SINGLE REVIEW: MURKY CIRCUS – VIGILANTE SHIT
Alright. Cards on the table—I didn’t realise ‘VIGILANTE SHIT’ was a Taylor Swift cover until after I’d already agreed to review it. If I had, I’d have politely declined and gone about my day without having to type that cursed name. Miss Swift, in my opinion, represents everything wrong with the modern music industry: overbranded, overproduced, and vacuum-sealed for mass consumption. I’ve got no time for her songwriting, her carefully curated persona, or the rabid fandom that turns mediocrity into gospel. And while we’re at it, I’ve got a long-standing aversion to covers in general. But against all odds, MURKY CIRCUS have delivered something I not only tolerated—I kind of liked.
Stripped of its megastar baggage, ‘VIGILANTE SHIT’ becomes something altogether different in MURKY CIRCUS’s hands. This version lurches through fuzz-drenched sludge with a stoner-rock backbone thick enough to chew. It’s slow, droning, and unapologetically grubby. The bass gurgles under the surface like it’s been unearthed from a swamp, and the guitars clang with a kind of off-centre garage rock charm—unsophisticated, sure, but completely self-aware. The whole thing sounds like it was recorded on a cracked four-track after three cans of lukewarm lager. That’s a compliment.

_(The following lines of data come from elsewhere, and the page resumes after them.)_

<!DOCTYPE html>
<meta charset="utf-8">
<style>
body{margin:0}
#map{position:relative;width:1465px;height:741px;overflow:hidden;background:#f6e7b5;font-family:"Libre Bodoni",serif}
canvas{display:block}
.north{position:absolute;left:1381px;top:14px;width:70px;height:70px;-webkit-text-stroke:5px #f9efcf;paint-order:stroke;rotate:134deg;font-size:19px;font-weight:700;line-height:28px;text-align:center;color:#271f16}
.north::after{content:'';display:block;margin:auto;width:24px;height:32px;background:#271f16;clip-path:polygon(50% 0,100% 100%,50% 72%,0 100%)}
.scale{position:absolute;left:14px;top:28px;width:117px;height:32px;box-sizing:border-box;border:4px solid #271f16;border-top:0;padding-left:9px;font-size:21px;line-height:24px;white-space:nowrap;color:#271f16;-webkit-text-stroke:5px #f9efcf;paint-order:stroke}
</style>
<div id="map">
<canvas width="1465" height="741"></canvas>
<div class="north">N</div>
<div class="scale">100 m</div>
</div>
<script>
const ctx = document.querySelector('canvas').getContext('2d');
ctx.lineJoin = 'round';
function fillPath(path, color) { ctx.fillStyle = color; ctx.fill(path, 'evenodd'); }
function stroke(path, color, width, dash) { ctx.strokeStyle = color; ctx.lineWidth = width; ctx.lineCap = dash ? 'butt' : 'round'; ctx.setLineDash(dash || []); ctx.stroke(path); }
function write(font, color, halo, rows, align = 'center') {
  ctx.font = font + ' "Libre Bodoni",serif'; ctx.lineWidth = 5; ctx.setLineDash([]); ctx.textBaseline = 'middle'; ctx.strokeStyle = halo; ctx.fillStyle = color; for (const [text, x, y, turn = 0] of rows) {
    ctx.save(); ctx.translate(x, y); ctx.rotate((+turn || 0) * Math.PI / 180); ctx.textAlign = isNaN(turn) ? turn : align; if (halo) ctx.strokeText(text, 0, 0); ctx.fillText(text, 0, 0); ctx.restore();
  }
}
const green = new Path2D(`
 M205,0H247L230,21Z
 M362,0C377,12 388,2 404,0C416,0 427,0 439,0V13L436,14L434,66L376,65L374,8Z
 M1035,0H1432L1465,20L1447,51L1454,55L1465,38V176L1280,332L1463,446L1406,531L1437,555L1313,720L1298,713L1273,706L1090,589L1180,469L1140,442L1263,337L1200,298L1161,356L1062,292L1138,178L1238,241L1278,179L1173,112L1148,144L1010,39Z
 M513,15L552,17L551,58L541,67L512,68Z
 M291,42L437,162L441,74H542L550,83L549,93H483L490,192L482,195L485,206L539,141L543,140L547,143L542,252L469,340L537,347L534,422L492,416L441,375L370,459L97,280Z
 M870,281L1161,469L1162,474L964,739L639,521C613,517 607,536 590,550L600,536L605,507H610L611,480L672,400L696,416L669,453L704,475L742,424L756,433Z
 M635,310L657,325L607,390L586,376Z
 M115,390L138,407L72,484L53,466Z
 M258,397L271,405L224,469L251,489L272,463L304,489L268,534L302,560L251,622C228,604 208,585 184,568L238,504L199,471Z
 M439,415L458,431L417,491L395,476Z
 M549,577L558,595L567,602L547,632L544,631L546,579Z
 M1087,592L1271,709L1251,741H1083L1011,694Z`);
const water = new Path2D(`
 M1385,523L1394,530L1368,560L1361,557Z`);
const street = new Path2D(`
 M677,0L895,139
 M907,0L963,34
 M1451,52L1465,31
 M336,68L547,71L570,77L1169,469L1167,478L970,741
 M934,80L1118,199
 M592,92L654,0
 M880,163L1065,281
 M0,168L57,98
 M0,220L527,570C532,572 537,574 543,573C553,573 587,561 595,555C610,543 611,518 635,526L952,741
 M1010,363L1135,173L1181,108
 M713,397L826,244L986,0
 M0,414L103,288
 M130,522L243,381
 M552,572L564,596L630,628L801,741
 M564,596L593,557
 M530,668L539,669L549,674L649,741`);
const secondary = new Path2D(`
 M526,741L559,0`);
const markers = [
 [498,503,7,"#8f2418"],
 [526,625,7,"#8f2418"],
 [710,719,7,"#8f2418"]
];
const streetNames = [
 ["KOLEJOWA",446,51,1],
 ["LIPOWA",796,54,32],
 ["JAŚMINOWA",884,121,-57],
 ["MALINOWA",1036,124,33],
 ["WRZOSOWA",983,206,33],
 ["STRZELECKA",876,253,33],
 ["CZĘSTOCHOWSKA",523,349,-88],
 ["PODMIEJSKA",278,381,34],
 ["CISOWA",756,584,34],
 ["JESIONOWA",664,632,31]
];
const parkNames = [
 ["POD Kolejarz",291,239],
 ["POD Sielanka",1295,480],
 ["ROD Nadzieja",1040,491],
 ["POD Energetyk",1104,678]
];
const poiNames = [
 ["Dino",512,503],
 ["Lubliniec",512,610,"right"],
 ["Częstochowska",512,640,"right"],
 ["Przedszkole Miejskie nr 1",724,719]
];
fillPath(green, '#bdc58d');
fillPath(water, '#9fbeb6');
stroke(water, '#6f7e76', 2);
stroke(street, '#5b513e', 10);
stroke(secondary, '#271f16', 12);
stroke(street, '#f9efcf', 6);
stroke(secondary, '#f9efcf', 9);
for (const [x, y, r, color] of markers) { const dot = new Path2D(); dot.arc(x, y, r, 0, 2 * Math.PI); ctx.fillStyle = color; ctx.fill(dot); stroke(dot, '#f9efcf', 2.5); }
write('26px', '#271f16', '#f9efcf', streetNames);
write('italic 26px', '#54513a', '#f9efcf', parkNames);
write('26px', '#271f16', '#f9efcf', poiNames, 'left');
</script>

Vocally, it’s a raw, throaty crawl. There’s a bluey grit to the delivery that fits the murk perfectly—not overdone, just worn-in and rough around the edges. The drums rumble underneath like they’re not entirely convinced they’re meant to be there, but that wonkiness actually adds to the appeal. The track doesn’t quite know what it wants to be—grunge? sludge? a glorified piss-take?—and that lack of certainty is exactly what gives it personality. It’s crooked, unsteady, maybe even slightly ridiculous… and all the better for it.
Had this been an original, I’d probably be raving. As it stands, MURKY CIRCUS have taken something I’d usually avoid like the plague and turned it into a satisfyingly noisy curveball. I still won’t touch the Swift version with a bargepole, but this one? It’s the kind of snarling, sludge-soaked oddity that might just stay on rotation—grudgingly, but genuinely.